Sir / In our mundane, functional age, Utzon has provided Australia and the world with a symbol of grandeur and a shrine of fantasy. The Sydney Opera is both myth and monument.
WALLACE VAN ZYL
Muncie, Ind.
Battles of Flesh and Spirit
Sir / "Paul Tillich, Lover" [Oct. 8] served to rattle and shake my personal theology. Certainly the Lord advocated that his followers "love one another," but, according to Tillich's wife Hannah, Paul didn't call a halt to his burning passion for the fair sex.
But, after all, it was Mr. Tillich who staunchly wrote: "Protestantism is a continuous history of the breaking of images." He may have shattered my theological images, but my faith remains intact in those wonderful saints who, in spite of the battles of flesh and spirit, led lives that offered the word of hope and good cheer.
RON BLEWETT
Chardon, Ohio
The Gullibles
Sir / So Sidney Hook and the University Centers for Rational Alternatives want to set up a required program of undergraduate studies to save liberal education and to help establish "a permanent defense against gullibility" [Oct. 8].
One of the larger examples of gullibility in our society is putting up good money to pay teachers to require students to take courses to get a degree to get a job that doesn't require a college education.
RICHARD D. ERLICH
Oxford, Ohio
Sir / Admittedly, American education is in trouble.

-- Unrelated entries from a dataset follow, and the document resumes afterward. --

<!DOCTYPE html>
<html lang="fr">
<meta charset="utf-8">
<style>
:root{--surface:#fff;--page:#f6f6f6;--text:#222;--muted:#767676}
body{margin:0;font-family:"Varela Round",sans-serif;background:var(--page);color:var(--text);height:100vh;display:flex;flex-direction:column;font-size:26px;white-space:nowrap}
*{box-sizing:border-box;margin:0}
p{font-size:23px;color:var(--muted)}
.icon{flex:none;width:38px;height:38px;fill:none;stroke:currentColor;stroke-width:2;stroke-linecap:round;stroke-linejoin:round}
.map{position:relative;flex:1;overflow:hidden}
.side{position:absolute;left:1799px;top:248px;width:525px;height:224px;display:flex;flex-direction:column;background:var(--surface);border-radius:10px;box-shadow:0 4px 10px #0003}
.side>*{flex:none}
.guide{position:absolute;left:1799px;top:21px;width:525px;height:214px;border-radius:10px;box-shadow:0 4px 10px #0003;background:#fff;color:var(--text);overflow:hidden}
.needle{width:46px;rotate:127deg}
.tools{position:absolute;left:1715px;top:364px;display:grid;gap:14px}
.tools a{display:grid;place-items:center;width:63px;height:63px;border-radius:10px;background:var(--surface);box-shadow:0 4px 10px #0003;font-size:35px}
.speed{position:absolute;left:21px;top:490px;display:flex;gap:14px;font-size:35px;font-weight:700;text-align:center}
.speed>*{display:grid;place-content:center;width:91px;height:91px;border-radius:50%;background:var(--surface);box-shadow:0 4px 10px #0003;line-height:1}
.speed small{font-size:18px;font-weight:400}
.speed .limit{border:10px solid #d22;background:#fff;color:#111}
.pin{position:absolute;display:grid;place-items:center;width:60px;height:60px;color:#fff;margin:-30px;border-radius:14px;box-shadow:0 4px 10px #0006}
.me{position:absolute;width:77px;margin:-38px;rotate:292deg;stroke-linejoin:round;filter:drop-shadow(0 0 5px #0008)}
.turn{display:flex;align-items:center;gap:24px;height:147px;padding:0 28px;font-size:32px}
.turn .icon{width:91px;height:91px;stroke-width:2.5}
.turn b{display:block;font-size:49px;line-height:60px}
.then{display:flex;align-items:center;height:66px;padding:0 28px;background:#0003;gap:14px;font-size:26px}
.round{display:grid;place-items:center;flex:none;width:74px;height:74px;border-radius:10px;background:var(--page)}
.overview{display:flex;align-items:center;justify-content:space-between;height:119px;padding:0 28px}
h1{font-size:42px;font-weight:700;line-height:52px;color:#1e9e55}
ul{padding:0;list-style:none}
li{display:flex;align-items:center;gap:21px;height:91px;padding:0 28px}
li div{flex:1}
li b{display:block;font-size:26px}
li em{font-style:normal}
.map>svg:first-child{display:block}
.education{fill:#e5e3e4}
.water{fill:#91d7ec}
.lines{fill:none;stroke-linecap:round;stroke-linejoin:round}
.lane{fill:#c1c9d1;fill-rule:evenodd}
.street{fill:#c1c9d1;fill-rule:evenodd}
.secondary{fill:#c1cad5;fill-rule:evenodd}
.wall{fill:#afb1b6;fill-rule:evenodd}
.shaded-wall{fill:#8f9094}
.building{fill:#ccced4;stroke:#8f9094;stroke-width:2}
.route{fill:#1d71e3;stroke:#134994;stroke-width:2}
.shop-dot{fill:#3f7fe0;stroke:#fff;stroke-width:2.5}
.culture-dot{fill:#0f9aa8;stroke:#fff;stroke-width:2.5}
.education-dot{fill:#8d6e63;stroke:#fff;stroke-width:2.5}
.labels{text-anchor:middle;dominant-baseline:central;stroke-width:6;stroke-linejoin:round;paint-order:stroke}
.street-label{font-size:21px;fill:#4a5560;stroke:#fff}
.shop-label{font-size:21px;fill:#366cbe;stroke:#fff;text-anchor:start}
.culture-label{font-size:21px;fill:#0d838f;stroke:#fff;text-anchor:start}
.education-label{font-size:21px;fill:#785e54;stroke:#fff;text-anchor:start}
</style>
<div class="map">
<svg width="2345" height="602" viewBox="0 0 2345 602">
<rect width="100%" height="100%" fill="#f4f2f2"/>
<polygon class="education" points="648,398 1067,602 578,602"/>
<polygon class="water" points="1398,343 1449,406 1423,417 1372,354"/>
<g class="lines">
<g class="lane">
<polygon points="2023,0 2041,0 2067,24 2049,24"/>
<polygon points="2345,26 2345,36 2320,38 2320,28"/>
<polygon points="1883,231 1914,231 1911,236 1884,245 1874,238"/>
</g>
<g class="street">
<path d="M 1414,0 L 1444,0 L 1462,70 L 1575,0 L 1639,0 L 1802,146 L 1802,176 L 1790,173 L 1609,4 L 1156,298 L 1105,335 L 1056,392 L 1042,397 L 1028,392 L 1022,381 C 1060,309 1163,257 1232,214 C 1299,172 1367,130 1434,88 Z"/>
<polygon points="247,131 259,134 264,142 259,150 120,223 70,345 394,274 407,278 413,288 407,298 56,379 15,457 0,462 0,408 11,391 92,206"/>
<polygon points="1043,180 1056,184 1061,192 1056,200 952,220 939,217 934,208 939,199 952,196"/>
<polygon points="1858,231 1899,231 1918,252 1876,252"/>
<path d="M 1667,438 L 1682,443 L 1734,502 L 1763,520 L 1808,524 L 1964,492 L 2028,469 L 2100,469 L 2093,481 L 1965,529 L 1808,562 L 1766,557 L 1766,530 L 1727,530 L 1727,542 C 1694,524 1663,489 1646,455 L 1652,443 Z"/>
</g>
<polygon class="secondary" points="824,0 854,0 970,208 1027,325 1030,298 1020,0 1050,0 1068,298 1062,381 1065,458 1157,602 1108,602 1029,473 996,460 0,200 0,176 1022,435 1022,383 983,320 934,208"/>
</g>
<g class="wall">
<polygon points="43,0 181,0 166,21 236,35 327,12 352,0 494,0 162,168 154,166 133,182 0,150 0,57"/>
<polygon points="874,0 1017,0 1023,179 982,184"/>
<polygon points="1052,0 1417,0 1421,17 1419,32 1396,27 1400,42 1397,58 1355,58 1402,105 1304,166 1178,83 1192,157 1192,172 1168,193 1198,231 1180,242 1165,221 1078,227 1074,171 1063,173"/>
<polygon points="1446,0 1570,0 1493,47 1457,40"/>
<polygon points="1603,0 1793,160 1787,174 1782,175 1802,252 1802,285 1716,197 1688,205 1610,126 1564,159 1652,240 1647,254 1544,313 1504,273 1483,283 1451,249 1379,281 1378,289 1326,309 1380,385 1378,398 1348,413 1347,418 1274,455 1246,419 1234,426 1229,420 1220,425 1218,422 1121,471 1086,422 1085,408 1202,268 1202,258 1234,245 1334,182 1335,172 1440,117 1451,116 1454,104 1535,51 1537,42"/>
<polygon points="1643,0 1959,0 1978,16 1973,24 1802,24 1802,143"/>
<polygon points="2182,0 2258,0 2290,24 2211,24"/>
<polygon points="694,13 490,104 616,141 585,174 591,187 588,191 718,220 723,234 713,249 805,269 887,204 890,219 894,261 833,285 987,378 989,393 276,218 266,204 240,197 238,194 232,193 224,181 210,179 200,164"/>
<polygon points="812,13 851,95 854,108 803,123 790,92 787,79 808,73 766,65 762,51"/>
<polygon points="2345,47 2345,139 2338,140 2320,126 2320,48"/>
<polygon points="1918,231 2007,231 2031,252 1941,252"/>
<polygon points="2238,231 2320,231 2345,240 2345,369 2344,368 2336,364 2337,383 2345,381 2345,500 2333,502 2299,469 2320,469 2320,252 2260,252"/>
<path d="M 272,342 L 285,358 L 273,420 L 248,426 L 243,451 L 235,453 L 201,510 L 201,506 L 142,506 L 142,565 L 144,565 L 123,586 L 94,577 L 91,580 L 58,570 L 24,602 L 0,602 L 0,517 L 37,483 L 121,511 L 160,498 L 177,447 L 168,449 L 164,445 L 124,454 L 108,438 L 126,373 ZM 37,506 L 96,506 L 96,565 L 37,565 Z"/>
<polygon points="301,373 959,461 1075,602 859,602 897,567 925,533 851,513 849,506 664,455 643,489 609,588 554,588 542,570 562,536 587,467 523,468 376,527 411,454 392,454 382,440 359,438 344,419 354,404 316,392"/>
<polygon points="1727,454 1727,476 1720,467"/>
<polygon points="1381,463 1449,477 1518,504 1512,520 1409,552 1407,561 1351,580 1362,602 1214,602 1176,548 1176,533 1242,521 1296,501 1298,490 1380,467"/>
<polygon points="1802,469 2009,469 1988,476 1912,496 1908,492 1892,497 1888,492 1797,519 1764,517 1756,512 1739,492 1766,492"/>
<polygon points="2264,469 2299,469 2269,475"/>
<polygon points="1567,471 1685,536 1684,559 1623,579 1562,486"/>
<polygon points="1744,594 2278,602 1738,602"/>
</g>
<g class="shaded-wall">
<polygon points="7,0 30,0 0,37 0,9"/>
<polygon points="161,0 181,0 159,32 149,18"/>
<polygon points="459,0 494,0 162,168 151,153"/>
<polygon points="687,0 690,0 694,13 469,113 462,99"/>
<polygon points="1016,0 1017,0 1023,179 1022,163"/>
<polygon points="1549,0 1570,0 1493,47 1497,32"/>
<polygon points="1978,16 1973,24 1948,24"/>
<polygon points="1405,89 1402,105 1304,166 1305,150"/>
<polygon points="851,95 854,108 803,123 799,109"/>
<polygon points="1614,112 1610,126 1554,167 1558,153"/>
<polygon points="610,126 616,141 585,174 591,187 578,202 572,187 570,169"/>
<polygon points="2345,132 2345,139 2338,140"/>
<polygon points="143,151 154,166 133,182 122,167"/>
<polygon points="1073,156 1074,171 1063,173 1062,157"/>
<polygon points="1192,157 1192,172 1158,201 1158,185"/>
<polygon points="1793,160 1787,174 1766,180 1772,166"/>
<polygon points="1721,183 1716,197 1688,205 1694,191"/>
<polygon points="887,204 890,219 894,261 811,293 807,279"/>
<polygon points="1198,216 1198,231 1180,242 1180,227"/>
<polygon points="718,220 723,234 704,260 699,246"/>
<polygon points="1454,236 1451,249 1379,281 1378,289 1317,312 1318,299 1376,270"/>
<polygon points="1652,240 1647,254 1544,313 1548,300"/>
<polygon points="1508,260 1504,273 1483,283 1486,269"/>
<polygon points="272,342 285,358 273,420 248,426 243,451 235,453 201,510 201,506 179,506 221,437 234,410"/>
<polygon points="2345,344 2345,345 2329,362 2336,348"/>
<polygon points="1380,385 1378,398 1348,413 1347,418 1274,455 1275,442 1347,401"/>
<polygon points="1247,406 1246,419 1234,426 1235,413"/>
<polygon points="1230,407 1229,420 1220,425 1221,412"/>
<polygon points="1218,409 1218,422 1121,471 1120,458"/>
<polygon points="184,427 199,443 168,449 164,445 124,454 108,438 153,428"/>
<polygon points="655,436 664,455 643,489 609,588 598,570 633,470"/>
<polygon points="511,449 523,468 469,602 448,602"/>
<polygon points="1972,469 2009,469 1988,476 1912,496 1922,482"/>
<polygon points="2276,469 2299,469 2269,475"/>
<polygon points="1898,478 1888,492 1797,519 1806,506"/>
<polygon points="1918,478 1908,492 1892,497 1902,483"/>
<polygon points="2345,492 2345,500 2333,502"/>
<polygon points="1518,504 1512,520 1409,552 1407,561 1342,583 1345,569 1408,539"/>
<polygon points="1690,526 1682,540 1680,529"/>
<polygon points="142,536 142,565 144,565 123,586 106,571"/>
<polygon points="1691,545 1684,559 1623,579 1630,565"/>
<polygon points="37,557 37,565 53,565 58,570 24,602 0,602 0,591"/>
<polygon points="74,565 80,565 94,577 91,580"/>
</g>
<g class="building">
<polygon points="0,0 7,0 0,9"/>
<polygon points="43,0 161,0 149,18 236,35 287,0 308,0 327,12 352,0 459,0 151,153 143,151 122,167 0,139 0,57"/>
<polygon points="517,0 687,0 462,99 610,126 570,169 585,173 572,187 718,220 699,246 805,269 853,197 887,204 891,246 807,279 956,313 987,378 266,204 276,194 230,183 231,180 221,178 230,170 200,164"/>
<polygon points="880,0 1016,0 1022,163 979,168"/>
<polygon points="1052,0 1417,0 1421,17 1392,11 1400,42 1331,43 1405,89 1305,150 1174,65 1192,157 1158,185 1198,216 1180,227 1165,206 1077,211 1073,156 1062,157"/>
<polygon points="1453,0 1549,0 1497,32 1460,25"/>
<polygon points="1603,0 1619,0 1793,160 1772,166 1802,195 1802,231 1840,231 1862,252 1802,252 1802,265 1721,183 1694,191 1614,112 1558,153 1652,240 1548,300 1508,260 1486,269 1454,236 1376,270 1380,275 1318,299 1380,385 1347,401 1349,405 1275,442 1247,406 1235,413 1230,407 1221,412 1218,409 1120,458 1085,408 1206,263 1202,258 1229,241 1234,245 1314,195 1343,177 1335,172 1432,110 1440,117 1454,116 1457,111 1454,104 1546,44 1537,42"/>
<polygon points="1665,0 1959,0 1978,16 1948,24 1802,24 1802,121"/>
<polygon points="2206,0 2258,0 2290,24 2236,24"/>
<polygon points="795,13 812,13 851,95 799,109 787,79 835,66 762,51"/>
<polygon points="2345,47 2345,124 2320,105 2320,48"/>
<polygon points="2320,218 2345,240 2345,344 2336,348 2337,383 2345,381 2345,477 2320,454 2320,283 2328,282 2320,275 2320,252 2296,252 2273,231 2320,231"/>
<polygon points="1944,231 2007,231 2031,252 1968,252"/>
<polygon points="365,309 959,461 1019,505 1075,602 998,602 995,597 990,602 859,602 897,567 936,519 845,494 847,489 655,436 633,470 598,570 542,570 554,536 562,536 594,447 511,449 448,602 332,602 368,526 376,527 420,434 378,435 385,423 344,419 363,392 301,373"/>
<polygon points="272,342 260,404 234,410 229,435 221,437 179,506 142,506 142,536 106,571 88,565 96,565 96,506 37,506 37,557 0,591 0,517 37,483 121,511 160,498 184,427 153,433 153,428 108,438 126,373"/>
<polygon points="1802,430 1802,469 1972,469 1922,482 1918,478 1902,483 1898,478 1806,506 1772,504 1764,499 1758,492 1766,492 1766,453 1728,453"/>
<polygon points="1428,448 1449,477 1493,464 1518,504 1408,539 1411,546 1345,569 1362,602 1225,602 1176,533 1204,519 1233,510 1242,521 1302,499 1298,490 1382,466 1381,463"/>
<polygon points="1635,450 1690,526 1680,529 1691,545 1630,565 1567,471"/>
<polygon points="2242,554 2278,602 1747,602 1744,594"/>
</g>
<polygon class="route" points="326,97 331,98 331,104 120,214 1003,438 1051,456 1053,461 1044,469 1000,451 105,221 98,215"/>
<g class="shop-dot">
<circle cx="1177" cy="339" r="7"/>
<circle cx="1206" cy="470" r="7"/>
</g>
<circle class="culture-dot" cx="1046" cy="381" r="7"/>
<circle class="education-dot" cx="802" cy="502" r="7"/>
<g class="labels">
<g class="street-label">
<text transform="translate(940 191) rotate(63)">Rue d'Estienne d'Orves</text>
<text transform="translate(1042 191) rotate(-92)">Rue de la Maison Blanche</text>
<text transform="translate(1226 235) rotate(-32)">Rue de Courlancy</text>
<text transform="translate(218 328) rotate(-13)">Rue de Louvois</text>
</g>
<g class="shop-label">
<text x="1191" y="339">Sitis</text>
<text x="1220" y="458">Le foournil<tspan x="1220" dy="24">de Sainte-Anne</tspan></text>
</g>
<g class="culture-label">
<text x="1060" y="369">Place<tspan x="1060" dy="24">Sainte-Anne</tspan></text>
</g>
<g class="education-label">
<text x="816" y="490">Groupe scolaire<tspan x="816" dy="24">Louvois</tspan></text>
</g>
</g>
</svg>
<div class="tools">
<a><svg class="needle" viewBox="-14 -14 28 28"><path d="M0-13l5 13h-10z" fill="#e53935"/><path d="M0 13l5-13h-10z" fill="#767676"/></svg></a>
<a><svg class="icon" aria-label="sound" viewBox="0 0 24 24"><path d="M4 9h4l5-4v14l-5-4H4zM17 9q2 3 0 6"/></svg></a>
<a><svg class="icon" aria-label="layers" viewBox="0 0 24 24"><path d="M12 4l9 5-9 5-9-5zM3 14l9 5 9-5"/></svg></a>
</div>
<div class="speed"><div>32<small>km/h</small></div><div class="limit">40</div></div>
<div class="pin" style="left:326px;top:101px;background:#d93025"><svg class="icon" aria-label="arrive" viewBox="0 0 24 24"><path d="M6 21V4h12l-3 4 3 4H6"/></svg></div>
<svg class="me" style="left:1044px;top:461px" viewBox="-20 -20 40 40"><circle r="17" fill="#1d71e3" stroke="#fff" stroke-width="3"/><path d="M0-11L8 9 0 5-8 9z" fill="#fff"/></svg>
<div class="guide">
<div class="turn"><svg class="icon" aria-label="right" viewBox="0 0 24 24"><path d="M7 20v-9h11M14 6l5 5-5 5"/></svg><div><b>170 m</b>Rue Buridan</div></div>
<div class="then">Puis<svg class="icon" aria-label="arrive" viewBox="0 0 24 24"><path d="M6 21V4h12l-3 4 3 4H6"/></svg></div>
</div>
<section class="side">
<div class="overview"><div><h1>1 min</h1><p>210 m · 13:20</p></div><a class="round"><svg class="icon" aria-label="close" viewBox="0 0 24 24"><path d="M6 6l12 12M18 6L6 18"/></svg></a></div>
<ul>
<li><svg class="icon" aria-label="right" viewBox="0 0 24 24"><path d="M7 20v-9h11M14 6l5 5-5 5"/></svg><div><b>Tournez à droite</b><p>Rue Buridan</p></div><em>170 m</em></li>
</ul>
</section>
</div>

But to say this is due to a lack of a liberal arts education is absurd. Our society desperately needs specialists.
It has been my experience that the most gullible and naive people are liberal arts majors who know little and yet have the incredible gall to call themselves educated. Let me assure you that to say that our educational system needs a more extensive system of liberal arts is analogous to saying that a sinking ship needs more water.
ED GRIFFITH
Durango, Colo.
Humane Death
Sir / I am fascinated by Governor Reagan's suggestion [Oct. 8] that we search for more humane methods of capital punishment, i.e. "the simple shot or tranquilizer."
Governor Reagan's statement is really a challenge to our technology to find methods of putting condemned persons away so that we, the living, do not vicariously feel their pain. To take the life of a human who is unwilling to give it is inhumane.